Mother to child: Oh look, darling, it's a Petticoat Fungus!
Child to mother: No, it isn't, mother. It's a Paneolus Sphinctrinus.
In fact, such a conversation is likely to be the other way round. The child's mother and me and my generation, to the extent that we knew anything at all about fungi, only knew them by their scientific names. But recently, the British Mycological Society, in an attempt to popularise fungi, has given many of them vernacular names. So what I know as P.sphinctrinus (an hallucinogenic mushroom which grows on or very near dung) is, to a new generation, a Petticoat Fungus, so named from the frill that decorates the rim of the cap.

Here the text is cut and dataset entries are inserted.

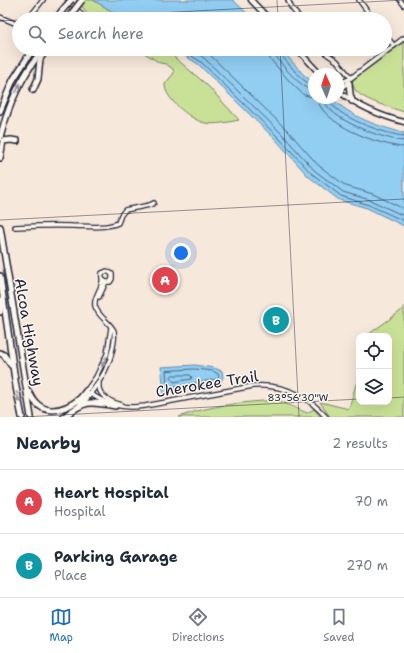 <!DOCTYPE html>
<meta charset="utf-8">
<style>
body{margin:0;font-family:"Shantell Sans",sans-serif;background:#f6f6f7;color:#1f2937}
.controls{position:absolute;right:12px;bottom:12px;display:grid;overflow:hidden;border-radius:8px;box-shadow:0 4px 16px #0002}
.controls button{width:36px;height:36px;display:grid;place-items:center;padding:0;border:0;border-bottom:1px solid #e0e1e3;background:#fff;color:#1f2937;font:20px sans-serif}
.compass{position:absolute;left:308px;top:68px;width:36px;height:36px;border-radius:50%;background:#fff;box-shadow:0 4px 16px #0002;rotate:357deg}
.you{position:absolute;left:181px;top:253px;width:14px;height:14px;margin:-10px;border:3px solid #fff;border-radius:50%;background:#1a73e8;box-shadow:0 0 0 6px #1a73e833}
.badge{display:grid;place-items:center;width:26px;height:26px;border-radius:50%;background:#1f6fb2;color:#fff;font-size:13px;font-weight:700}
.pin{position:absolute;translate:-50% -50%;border:2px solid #fff;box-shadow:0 1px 4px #0006}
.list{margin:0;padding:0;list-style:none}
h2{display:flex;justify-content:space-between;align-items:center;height:52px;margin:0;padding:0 16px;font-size:17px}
h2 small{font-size:13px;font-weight:400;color:#747a83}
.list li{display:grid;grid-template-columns:26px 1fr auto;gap:12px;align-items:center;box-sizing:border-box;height:64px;padding:0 16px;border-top:1px solid #e0e1e3}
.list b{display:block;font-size:15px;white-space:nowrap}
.list p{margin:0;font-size:13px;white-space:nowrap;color:#747a83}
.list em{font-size:13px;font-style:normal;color:#747a83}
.icon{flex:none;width:22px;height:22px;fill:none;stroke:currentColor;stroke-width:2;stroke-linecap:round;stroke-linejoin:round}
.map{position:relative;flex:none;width:404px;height:417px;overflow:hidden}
.search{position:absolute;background:#fff;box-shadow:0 4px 16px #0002;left:12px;right:12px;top:12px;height:44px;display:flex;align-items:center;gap:10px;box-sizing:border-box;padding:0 14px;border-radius:22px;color:#747a83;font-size:15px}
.sheet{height:180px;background:#fff}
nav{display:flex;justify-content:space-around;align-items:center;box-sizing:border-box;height:56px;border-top:1px solid #e0e1e3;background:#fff;font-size:11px;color:#747a83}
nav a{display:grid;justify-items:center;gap:2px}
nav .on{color:#1f6fb2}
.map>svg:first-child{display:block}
</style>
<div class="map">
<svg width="404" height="417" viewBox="0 0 404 417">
<rect width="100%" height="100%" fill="#f6e8da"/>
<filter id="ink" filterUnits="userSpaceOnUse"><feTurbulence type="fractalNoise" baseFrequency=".025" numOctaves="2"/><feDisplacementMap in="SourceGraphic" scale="8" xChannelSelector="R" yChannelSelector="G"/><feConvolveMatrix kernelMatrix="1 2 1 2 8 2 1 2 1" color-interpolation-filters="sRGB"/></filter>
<g filter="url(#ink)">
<g fill="#c9e196" stroke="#768268">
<polygon points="76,0 93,0 125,19 89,19 85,10"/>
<path d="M404,42v70c-14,-5 -37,-10 -48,-21 -2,-3 -3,-6 -4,-9l2,-3z"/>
<path d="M138,49h36l3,2 -3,6 33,28 32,35c-10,2 -24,5 -34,3 -12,-2 -41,-24 -40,-39l9,-11 -1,-4 -7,-5 -6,-1z"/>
<polygon points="404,306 404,417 330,417 320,402 349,409 359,373 359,402 389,402 389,336 369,336 369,334 401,311"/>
<path d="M278,400l29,13 7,-4 7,8h-142c31,-12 66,-15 99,-17z"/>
</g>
<g fill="#91cef2" stroke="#6589a9">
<polygon points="93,0 233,0 253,19 125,19"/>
<path d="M174,49h107l23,26 10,8v15h17c23,20 43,27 73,35v93l-37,-18 -28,-8 -31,-24 -31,-35 -79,-77z"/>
<polygon points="195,365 214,368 222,371 223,377 221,382 173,391 163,394 163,382 161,367"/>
</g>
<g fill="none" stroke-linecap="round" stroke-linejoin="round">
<g stroke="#4e6784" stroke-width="1">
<polyline points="181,49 201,62 280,139 311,173 341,196 369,205 404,221"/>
<polyline points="191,49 204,58 283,135 314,170 343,192 370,200 404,216"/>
<polyline points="202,49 209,54 288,131 318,165 346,186 373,194 404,209"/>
<polyline points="267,49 270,59 293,85 304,95 314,97"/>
<path d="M273,49c1,10 31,42 41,42"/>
<path d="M278,49l1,4c8,8 25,32 35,33"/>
<path d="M317,98c4,26 63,48 87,49"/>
<path d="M324,98c1,21 62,42 80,43"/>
<path d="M329,98c2,18 59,37 75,38"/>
<polygon points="195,369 213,371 218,374 219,377 217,379 169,388 167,387 166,371"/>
<polygon points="173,375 190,375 192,377 191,379 174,382 171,377"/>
</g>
<defs>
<g id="minor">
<polyline points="68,0 81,14 82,19"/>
<polyline points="288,0 291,7 300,19"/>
<polyline points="359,0 373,19"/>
<polyline points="400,0 404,5"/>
<polyline points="0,17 19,25"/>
<polyline points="28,19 43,0"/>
<polyline points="385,34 394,46"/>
<polyline points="323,49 327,54 337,61 351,78"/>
<polyline points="338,82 342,82 351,78 404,38"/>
<polyline points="338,91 349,82"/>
<path d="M15,227c19,-1 38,-2 57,-1 14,0 32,3 46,-3l3,-8 4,-5 25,-5 4,-2"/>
<polyline points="99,297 106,282"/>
<path d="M111,328l-4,26 -11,23 -10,14c21,14 34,18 59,15l108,-20c29,-2 54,9 73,31"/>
<path d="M99,383c-2,13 12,19 23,22"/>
<path d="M90,394c12,-15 20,-29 23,-47 1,-5 2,-11 1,-16 -4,-9 -16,-14 -19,-25 -2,-8 6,-16 7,-24 1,-3 -1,-5 0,-9l5,-2 5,3v5l-2,3h-4l-3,-2"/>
</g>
<g id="major">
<polyline points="251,0 269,19"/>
<polyline points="297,49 320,74"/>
<path d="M338,91c20,15 42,25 66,31"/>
</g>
<g id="highway">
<polyline points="56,19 61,12"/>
<polyline points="349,83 350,94 352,101"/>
<polyline points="33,90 38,79 40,59 44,53"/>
<polyline points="0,111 13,80 33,49"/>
<path d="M0,138c9,-35 21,-61 43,-89"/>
<polyline points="0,158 3,141 11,140 17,141"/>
<polyline points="0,227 31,417"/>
<polyline points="0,276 16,387 22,417"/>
<polyline points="0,312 1,300"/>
<polyline points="0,353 4,355 11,365"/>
<path d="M29,392c11,25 33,21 52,6"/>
<polyline points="79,400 86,391"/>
<polyline points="80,405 90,394"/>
<path d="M64,417c21,-17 25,-16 51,-11"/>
</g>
</defs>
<use href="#minor" stroke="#22223b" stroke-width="6"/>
<use href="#major" stroke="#22223b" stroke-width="7"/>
<use href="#highway" stroke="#22223b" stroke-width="8"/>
<use href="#minor" stroke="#fbf7ec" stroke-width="3.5"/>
<use href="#major" stroke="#fbf7ec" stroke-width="4"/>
<use href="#highway" stroke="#fbf7ec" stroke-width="5"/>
<defs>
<g id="highway-bridge">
<polyline points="61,12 71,0"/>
<polyline points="68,18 82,0"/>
</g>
</defs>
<use href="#highway-bridge" stroke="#22223b" stroke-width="8" stroke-linecap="butt"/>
<use href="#highway-bridge" stroke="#fbf7ec" stroke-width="5"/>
</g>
<defs><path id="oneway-solid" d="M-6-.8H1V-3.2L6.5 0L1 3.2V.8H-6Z"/></defs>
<g fill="#99979c">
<use href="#oneway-solid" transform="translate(18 88) rotate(-63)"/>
<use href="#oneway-solid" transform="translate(104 362) rotate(113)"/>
<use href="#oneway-solid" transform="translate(18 397) rotate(78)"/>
</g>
</g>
<path fill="none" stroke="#22223b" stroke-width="1" stroke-opacity="0.45" d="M277,0l1,19M44,19l360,-19M0,21l19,-1M280,49l19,368M0,220l404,-21M389,398l15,-1M23,417l336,-18"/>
<g text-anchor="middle" stroke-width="3" stroke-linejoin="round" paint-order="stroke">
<g font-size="15" fill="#22223b" stroke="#fbf7ec">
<text transform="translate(29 332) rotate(80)" y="5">Alcoa Highway</text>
<text transform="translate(207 384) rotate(-9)" y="5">Cherokee Trail</text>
</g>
</g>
<g font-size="10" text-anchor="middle" fill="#22223b" stroke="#fbf7ec" stroke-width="3" stroke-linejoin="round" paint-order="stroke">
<text x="298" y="401">83°56'30"W</text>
</g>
</svg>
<div class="controls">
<button><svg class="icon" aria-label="locate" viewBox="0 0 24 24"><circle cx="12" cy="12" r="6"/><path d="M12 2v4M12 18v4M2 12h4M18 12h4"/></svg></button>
<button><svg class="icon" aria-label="layers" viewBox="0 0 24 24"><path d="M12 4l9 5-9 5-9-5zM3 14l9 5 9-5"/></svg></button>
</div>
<svg class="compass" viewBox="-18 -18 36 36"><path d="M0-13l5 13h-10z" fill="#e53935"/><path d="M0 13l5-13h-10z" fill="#747a83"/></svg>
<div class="you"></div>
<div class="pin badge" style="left:165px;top:280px;background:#e0444e">A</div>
<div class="pin badge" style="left:276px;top:320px;background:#0f9aa8">B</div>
<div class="search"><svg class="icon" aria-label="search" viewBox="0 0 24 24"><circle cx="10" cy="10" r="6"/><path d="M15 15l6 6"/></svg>Search here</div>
</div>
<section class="sheet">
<h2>Nearby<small>2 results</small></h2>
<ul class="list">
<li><span class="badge" style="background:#e0444e">A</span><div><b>Heart Hospital</b><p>Hospital</p></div><em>70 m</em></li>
<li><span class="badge" style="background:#0f9aa8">B</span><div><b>Parking Garage</b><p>Place</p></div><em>270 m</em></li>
</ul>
</section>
<nav>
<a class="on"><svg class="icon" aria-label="map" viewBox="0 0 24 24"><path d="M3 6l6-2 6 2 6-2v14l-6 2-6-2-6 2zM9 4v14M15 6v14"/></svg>Map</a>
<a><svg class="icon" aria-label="directions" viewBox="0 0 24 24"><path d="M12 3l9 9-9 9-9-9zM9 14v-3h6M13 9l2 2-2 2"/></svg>Directions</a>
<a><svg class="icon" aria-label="saved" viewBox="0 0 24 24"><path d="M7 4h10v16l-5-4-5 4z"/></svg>Saved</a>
</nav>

Last Sunday, I was completely at sea as the foray guides named species using the new English nomenclature, and felt like some kind of poser when I had to ask for the scientific names. For example, what they called a Brown Rollcap looked to me like Paxillus involutus, which of course it was.

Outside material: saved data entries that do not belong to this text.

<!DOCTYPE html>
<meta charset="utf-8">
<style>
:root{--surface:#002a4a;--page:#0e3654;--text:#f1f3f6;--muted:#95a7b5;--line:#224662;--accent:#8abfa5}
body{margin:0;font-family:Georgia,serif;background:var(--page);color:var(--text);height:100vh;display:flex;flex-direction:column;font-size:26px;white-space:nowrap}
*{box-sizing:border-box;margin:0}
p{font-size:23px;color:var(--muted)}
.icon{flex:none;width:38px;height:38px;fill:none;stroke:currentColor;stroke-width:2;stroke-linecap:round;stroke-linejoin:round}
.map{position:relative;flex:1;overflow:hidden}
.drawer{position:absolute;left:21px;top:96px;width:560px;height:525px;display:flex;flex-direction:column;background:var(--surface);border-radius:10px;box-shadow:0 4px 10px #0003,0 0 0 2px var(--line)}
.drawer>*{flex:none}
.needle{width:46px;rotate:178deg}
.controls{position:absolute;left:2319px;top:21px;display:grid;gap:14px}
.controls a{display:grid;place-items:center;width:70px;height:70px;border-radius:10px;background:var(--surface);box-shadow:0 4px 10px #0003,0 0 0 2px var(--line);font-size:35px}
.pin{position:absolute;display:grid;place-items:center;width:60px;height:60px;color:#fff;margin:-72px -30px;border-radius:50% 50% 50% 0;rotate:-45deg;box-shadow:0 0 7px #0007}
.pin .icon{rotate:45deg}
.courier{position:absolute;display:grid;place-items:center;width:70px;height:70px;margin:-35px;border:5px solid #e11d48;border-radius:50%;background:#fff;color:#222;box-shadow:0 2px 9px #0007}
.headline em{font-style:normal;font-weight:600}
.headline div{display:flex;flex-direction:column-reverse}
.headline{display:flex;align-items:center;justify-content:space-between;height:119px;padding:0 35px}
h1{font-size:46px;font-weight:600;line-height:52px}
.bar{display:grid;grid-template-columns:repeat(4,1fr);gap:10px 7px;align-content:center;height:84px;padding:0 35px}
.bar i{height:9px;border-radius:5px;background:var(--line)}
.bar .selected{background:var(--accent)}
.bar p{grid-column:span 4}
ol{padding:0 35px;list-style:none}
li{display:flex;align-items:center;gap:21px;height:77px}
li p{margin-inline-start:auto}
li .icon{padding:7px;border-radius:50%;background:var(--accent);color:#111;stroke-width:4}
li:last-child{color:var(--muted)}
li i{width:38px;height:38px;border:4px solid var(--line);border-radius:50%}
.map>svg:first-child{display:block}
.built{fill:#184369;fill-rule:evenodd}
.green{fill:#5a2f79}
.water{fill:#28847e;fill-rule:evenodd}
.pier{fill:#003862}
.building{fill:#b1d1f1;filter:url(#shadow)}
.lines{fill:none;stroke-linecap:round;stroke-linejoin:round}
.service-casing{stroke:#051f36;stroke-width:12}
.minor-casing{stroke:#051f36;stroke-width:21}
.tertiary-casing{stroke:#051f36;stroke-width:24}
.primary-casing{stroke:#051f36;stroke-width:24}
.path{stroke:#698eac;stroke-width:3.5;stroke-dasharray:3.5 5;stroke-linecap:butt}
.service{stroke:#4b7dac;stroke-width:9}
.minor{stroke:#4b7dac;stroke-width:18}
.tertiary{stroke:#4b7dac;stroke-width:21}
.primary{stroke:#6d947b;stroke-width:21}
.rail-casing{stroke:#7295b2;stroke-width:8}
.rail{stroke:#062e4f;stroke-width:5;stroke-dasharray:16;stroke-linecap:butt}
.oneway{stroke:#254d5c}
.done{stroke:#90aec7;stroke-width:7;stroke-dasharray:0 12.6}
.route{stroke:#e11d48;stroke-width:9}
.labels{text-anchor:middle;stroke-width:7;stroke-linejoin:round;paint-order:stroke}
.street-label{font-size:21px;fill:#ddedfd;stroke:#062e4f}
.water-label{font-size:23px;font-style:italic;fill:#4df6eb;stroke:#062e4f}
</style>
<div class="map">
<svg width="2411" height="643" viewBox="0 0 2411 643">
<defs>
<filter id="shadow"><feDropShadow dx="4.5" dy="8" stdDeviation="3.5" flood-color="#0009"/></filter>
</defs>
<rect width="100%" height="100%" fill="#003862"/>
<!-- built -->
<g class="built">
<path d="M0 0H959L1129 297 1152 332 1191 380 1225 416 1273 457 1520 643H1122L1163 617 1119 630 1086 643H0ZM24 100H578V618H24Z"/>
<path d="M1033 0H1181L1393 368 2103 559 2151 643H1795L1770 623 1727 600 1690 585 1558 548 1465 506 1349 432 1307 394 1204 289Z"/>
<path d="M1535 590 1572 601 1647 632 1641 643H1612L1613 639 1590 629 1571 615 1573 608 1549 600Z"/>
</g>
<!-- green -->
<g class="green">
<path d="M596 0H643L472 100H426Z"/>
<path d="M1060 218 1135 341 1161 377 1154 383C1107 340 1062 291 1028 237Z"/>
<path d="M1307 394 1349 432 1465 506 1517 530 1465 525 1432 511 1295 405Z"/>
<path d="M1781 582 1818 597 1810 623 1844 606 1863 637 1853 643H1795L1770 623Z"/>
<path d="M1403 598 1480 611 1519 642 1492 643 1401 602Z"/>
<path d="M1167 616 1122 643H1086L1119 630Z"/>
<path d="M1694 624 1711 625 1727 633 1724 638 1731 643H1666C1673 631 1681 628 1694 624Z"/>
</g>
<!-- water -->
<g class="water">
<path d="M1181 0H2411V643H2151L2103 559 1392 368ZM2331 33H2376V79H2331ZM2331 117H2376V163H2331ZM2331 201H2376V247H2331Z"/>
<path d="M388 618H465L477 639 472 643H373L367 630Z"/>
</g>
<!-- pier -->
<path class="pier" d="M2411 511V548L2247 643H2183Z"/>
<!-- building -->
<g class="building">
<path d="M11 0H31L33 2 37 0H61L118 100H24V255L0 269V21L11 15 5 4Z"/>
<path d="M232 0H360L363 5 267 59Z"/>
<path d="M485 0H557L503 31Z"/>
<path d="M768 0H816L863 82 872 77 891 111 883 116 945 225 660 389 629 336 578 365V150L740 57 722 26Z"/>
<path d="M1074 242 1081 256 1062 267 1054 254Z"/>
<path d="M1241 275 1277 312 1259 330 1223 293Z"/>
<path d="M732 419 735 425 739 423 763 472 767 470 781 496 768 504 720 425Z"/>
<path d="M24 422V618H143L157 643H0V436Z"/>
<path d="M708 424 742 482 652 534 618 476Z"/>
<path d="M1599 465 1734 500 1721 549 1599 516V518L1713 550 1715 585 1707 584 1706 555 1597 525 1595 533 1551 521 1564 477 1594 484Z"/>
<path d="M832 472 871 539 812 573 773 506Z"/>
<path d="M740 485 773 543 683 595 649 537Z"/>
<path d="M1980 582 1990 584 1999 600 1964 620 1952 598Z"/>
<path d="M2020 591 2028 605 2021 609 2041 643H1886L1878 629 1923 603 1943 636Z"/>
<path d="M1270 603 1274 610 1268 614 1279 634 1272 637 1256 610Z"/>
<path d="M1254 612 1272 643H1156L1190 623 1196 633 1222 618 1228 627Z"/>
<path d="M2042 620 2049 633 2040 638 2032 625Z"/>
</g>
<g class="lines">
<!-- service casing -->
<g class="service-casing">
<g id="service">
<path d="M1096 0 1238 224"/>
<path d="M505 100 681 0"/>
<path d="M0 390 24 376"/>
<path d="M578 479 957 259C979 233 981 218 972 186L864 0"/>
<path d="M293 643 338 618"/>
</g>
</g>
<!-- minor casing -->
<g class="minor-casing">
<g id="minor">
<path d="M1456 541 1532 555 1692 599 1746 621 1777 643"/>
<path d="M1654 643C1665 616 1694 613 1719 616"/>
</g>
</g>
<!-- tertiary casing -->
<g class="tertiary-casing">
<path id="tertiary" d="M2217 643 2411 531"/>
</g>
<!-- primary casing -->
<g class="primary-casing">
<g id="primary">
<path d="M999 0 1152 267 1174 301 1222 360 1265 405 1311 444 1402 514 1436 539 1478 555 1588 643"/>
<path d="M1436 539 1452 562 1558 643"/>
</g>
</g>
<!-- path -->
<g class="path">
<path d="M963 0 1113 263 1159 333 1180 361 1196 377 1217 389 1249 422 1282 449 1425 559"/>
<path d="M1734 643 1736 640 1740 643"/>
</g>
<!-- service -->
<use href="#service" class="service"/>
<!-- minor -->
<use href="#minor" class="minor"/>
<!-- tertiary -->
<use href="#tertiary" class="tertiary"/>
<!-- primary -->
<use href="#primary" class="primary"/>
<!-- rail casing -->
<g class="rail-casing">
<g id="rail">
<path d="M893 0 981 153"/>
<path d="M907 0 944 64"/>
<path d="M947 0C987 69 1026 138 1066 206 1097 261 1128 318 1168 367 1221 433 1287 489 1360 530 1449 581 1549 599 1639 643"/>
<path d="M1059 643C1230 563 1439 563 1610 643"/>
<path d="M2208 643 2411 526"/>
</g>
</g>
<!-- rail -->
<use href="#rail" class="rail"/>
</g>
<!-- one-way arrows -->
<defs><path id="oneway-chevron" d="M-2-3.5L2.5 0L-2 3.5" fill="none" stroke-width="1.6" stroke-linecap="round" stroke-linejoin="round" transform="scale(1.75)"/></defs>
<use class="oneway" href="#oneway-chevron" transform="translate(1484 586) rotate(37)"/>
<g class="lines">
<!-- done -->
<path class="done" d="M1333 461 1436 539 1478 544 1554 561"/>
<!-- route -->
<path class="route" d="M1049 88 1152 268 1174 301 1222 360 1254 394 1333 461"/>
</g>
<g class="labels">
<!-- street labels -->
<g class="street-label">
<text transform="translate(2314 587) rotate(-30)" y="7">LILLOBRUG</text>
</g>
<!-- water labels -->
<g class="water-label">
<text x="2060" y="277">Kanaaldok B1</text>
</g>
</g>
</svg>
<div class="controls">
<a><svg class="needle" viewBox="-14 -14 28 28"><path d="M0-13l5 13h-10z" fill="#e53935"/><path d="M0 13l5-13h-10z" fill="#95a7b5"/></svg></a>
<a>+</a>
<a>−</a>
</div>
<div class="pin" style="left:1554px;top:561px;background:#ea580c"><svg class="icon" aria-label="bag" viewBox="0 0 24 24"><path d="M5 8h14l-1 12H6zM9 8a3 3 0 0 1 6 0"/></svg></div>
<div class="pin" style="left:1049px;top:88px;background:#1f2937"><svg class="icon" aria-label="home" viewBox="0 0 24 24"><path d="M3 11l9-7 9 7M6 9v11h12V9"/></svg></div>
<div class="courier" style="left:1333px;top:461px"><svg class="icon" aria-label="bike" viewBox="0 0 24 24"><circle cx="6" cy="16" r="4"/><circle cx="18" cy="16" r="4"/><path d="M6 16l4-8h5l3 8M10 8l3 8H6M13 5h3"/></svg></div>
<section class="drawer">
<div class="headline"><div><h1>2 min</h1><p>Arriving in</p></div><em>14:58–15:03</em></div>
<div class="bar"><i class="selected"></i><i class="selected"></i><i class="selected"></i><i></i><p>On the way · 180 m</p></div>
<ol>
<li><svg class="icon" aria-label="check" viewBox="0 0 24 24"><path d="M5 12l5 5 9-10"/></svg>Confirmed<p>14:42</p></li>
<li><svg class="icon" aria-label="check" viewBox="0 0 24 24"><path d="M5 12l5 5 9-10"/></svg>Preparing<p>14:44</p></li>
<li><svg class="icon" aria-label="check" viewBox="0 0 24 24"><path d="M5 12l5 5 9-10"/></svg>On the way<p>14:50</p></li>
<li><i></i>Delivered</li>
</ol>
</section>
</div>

When I first looked at dragonflies, they only had scientific names. Since then, they have acquired English names, with the result that people now take a lot more interest in them. When my old mate Roger B came to visit, I pointed out a Ruddy Darter to him, and he was baffled. Then, seeing it better, he said, "Ah, yes, Sympetrum sangineum."
It's all very confusing, so if you will excuse me, I am off to gather a few Petticoats and make an infusion. Don't tell the gendarmes.